Entenda quando a negativa de cirurgia robótica pelo plano de saúde pode ser considerada abusiva, como contestar a recusa da operadora e quais argumentos podem ser usados quando há indicação médica fundamentada.
Ler a página principal do blocoPÁGINA PRINCIPAL DO CLUSTER
Cirurgia robótica pelo plano de saúde: direitos do paciente
Veja o guia central sobre cirurgia robótica pelo plano de saúde, com explicações sobre indicação médica, rol da ANS, negativa abusiva, documentos necessários, liminar e procedimentos específicos.
Ler o guia principalPerguntas frequentes
STJ Tema 1365: negativa de cirurgia robótica gera dano moral?
O que é o STJ Tema 1365?
O Tema 1365 é um recurso repetitivo julgado pela Segunda Seção do STJ em 11 de março de 2026, com força vinculante para todos os tribunais do país.

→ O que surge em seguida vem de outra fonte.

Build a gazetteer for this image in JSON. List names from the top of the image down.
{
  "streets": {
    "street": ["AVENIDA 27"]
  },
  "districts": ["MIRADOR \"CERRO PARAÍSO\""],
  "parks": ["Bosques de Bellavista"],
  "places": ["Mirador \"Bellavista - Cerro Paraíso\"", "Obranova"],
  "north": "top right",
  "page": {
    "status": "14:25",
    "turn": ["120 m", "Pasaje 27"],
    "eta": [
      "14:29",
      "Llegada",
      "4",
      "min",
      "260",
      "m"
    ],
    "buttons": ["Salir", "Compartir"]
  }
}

A tese fixada determina que a simples recusa indevida de cobertura por plano de saúde não gera dano moral presumido (in re ipsa), exigindo prova de elementos concretos que comprovem efetivo abalo anímico do beneficiário.
Após o Tema 1365, quem teve cirurgia robótica negada ainda pode pedir danos morais?
Sim. O Tema 1365 mudou o ônus da prova, não o direito. É necessário demonstrar com documentação concreta o impacto da negativa — agravamento clínico, angústia documentada, impacto financeiro, condição de vulnerabilidade — para que o juiz reconheça a indenização.
Qual foi o caso concreto que gerou o Tema 1365?
Os casos paradigma envolviam beneficiários com Transtorno do Espectro Autista cujas operadoras haviam negado ou limitado terapias multidisciplinares. A tese fixada, no entanto, tem alcance geral e se aplica a qualquer negativa de cobertura médico-assistencial, incluindo cirurgias robóticas.
Quando ainda é possível obter dano moral sem prova explícita de sofrimento?
Em situações de hipervulnerabilidade — como pacientes oncológicos idosos, crianças em tratamento contínuo, ou beneficiários em estado crítico — as circunstâncias concretas do caso podem permitir ao juiz inferir o dano sem prova documental específica. A conduta abusiva reiterada da operadora e o tempo de recusa também são fatores que facilitam o reconhecimento.
O Tema 1365 tem efeito retroativo sobre processos em andamento?
Por ser tese fixada em recurso repetitivo com efeito vinculante, o Tema 1365 orienta imediatamente o julgamento de todos os processos pendentes em tribunais estaduais e no STJ. Processos que estavam suspensos aguardando a definição da tese foram liberados para julgamento com base no novo parâmetro.
Como o REsp 2.235.175 sobre cirurgia robótica se relaciona com o Tema 1365?
No REsp 2.235.175, o STJ determinou a cobertura da prostatectomia robótica para câncer de próstata, mas remeteu o pedido de danos morais ao tribunal de origem para análise das circunstâncias concretas. A remessa foi fundada exatamente no Tema 1365: o STJ não pode presumir o dano moral em recurso especial — o exame dos fatos pertence ao tribunal estadual.
Quais documentos fortalecem o pedido de danos morais após o Tema 1365?
Os documentos mais relevantes são: registros médicos que demonstrem agravamento do quadro durante o período de negativa, relatórios psicológicos sobre o impacto emocional, evidências de gastos próprios com o procedimento, comunicações com a operadora que demonstrem postura abusiva, e declarações que descrevam concretamente o sofrimento vivenciado.
A Súmula 102 do TJSP ainda vale?
Não. A Súmula 102 do TJSP, que reconhecia o dano moral presumido em negativas de cobertura, foi revogada pelo Órgão Especial do tribunal em setembro de 2024, antecipando o entendimento que o STJ consolidou no Tema 1365 em março de 2026.